Historic caravans with slaves and porters regularly passed through Tsavo in the second half of the 19th century despite proclamations banning the international slave trade. The authors document the abandonment of sickly or injured slaves and porters in Tsavo. A minimum of 80,000 humans was estimated to have been annually lost along the northern caravan routes, according to historical sources.

Man-eaters are able-bodied
The authors dispel the centuries-old yarn, championed by noted tiger slayer Jim Corbett, that man-eaters are aged or have damaged teeth, limiting them to a diet of slow-footed humans. Their review shows that problem lions, including man-eaters, are typically sub-adult or prime-ages males without documented injury. In fact the researchers have even used forensic techniques to analyze the last meals of the man-eaters. They discovered hairs from the prey of the lions, still embedded in their broken teeth 100 years later. The Tsavo lions are shown to have eaten 'normal' prey throughout their careers. Although the study is ongoing, no human hairs have been recovered amid the hundreds of hairs reviewed to date.

While broken limbs are certainly debilitating and may lead to man-eating, broken canine teeth do not appear to have the same consequences.

Factors contributing to Tsavo man-eating
Using historical accounts and Patterson's own unpublished journal, the authors reconstruct the Tsavo environment of the 1890's and point to other circumstances, also common to other notorious lion incidents, that are more likely to have contributed to this episode. Prominent among these is the depletion of their 'normal' prey.

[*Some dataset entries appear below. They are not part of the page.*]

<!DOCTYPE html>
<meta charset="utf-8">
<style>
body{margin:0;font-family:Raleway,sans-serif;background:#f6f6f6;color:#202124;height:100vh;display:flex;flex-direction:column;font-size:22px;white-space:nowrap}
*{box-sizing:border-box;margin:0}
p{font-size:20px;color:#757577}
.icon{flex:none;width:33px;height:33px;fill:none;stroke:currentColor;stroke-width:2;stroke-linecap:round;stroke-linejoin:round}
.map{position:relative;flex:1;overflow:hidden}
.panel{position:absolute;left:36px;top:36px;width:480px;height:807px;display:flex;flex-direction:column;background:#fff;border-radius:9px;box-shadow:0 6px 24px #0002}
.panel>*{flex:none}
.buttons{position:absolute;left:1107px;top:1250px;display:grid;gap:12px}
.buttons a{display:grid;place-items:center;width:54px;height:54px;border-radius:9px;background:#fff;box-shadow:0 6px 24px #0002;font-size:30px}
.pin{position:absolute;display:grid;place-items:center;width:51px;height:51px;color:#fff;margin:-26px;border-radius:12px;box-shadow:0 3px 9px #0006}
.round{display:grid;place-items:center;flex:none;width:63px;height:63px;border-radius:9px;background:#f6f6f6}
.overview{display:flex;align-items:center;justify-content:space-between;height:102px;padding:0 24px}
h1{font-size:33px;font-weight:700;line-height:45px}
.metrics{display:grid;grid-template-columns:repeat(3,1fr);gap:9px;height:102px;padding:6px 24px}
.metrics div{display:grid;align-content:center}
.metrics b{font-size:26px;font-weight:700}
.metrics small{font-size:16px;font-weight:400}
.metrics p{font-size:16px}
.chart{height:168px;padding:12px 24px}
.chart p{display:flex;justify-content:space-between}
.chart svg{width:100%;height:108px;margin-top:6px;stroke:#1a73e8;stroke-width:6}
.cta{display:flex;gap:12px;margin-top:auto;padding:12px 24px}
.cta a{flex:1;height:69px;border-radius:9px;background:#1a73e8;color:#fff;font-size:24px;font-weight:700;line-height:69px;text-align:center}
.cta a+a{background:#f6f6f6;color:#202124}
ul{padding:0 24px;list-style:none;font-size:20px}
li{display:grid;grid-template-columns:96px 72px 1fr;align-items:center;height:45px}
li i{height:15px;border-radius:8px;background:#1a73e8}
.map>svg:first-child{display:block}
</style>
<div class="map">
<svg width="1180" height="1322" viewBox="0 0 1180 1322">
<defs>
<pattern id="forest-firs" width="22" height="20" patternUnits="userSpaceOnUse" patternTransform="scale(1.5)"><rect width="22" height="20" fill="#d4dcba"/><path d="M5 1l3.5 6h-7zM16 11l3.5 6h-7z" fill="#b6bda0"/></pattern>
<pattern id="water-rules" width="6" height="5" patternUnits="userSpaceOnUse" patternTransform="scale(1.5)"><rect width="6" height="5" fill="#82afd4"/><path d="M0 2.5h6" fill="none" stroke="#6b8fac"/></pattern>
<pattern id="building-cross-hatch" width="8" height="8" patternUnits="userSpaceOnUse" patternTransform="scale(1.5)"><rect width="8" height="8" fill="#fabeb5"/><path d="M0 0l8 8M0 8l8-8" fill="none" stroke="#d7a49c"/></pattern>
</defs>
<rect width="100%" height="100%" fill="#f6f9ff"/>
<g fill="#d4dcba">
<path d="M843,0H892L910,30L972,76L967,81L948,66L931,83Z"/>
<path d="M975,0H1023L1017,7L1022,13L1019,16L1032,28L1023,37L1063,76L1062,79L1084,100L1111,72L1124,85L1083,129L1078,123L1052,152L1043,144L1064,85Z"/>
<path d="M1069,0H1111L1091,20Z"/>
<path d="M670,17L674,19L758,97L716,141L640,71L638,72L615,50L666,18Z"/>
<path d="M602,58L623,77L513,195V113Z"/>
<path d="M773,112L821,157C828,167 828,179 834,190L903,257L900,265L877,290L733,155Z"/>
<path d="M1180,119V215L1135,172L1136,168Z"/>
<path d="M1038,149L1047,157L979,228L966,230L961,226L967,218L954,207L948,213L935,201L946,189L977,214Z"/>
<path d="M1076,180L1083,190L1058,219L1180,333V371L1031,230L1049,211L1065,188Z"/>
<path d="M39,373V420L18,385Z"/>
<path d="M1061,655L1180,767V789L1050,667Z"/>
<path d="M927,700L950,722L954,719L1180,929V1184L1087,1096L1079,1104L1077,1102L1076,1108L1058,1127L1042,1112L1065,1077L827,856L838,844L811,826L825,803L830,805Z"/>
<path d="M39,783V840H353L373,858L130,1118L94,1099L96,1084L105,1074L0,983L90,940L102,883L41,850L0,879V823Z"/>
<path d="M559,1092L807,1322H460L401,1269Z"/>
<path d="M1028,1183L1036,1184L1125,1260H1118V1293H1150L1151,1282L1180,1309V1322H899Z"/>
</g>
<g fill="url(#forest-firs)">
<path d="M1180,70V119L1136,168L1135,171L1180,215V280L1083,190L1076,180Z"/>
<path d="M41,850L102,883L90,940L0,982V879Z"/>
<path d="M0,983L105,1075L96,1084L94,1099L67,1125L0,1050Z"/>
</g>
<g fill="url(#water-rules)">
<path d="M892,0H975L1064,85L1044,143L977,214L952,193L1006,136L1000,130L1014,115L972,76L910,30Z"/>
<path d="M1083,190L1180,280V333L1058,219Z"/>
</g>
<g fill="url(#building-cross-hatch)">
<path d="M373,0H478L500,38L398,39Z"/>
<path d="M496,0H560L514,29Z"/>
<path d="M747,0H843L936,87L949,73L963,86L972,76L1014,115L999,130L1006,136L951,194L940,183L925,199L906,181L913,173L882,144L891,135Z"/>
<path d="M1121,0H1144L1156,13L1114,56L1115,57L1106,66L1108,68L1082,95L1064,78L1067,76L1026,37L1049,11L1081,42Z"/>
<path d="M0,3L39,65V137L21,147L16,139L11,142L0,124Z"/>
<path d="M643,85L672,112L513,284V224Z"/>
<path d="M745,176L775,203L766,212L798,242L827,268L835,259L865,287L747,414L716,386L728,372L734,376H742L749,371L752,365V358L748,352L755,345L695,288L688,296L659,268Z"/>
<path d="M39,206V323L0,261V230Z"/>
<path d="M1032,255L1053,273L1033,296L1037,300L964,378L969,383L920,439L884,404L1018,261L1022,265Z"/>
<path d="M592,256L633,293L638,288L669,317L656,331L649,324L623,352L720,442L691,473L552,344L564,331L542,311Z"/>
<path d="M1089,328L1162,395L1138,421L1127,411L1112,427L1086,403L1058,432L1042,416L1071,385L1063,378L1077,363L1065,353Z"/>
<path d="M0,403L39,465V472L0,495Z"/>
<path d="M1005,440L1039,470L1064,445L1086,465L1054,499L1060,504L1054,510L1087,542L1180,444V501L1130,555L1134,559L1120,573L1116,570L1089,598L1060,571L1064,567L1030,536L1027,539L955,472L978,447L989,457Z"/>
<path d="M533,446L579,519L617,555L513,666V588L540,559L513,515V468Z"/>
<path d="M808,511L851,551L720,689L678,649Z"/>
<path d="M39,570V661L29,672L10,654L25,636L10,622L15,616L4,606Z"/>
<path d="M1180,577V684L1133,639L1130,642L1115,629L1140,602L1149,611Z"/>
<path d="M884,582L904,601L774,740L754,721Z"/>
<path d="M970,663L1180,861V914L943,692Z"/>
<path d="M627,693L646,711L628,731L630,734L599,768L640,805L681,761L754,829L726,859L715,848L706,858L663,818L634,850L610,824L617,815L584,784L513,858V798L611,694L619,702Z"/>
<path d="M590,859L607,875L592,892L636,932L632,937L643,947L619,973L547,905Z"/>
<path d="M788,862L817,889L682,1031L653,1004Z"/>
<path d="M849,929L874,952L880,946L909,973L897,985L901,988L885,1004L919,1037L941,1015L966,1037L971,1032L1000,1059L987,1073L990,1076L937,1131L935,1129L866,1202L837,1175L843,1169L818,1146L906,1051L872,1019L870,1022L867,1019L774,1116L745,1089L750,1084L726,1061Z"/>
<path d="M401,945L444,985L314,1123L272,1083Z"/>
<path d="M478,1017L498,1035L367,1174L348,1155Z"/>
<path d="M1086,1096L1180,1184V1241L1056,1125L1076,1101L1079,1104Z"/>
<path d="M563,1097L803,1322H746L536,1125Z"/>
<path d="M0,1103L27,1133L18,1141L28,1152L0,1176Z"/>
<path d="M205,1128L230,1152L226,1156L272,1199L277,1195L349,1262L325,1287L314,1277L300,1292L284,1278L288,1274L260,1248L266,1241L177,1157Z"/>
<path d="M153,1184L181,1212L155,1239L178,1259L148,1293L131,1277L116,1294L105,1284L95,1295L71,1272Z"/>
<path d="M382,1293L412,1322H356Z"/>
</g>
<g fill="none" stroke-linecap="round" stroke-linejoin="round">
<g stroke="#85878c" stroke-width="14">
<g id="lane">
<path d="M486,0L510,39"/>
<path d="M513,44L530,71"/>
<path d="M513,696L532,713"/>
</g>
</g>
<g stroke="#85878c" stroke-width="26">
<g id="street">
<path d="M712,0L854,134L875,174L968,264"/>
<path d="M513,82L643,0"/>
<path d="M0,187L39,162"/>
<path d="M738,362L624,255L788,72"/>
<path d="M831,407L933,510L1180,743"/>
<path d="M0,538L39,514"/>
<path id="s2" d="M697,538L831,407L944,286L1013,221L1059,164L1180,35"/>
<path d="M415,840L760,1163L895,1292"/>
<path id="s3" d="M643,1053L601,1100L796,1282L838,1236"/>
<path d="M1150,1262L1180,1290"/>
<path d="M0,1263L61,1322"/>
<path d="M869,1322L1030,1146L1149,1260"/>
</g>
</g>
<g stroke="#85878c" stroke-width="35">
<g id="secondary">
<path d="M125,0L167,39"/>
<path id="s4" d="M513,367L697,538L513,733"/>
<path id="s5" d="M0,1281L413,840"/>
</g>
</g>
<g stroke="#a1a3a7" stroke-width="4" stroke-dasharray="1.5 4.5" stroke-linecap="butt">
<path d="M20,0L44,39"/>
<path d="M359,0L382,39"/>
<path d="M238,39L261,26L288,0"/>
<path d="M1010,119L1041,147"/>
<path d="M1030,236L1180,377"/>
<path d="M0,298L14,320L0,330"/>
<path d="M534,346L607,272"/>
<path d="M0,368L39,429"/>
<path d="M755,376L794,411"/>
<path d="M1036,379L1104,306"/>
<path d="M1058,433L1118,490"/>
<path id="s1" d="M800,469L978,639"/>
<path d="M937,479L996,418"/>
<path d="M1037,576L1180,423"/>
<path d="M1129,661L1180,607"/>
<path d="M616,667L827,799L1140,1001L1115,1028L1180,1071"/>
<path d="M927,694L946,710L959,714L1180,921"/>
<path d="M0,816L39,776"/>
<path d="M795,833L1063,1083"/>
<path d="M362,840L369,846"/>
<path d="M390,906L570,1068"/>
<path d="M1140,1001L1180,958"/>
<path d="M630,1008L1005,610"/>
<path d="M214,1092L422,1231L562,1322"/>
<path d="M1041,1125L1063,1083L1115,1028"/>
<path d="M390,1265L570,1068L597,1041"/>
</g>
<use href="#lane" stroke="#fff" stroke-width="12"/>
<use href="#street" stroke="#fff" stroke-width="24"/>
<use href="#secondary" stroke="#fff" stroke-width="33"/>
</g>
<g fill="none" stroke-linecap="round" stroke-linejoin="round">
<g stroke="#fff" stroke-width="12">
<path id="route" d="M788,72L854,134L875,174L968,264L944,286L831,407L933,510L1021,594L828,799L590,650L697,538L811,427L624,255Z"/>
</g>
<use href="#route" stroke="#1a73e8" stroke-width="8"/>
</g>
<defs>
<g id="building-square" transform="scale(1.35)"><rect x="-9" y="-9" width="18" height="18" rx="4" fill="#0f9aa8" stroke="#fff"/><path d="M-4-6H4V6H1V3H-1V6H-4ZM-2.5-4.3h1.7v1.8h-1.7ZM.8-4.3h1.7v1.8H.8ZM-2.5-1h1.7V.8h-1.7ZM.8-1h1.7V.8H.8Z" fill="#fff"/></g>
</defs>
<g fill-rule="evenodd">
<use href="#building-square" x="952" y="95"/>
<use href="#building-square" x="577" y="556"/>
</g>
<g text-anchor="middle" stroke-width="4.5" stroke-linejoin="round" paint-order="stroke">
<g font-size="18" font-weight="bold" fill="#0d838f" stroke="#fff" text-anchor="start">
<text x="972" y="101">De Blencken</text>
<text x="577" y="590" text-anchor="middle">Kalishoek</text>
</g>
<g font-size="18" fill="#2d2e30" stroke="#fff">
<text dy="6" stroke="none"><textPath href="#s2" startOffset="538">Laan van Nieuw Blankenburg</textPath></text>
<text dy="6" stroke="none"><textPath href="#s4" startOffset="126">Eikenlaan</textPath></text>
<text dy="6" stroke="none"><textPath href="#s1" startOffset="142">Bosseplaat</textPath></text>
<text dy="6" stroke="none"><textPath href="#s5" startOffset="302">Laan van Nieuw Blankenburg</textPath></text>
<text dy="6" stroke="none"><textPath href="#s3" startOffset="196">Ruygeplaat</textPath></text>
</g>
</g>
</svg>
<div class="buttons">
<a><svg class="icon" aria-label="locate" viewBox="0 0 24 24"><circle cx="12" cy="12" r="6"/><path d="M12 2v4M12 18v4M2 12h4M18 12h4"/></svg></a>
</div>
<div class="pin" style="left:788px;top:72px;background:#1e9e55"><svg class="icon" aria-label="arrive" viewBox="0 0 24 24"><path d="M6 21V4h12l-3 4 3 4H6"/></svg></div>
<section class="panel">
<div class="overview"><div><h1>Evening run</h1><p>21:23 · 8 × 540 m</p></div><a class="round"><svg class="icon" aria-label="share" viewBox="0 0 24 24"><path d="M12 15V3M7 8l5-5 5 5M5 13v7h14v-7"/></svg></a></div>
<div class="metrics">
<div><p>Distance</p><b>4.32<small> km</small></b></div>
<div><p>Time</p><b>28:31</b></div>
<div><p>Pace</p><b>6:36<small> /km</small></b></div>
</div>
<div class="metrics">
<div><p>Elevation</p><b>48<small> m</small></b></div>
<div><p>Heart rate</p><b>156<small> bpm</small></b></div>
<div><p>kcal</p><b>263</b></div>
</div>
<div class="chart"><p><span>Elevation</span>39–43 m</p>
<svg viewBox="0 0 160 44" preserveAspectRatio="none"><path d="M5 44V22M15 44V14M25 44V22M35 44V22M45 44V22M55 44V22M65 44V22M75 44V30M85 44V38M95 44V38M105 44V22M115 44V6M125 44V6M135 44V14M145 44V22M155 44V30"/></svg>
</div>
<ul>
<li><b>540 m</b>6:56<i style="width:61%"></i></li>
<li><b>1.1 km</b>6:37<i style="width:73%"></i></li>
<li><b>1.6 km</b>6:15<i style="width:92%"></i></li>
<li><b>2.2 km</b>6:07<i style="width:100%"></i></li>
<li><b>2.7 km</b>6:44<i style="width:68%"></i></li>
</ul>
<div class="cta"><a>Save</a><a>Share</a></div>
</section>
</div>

Between 1891 and 1893, rinderpest struck sub Saharan Africa with devastating results by decimating buffalo, one of the favored natural prey of lions in Tsavo. Although referring to other game, Patterson makes no reference to buffalo, eland, or local domestic cattle in his personal journal, suggesting that these bovine species had not yet recovered from the rinderpest outbreak of 5-7 years earlier.

Remarkably, other human behaviors also impacted the dietary choices available to Tsavo lions. The longstanding quest for ivory had eliminated elephants from much of eastern Kenya, including the Tsavo region. This caused a proliferation of dense thorny undergrowth, thereby decreasing the populations of large, social, grazing species such as zebra and gazelle. These thickets further provided ambushing lions with improved conditions to attack humans and to elude pursuit, something that infuriated Patterson. "Since lions are opportunistic hunters and regularly scavenge, all of these factors likely contributed to the outbreak of man-eating in Tsavo," Gnoske says. "Given the circumstances there in the 1890s, instead of asking how so many humans could have been dispatched, we wonder why there weren't more."

The two authors state "the same human-carnivore conflict drama, first depicted in France 20,000 years ago by Paleolithic artists, is currently at play in Africa. Competition for the same limited but fast diminishing resources, in tandem with human population explosions, is evident with newly emerging incidents between man and lion. By reacting predictably to changing circumstances, mostly beyond their control, lions are being systematically squeezed out of their final strongholds."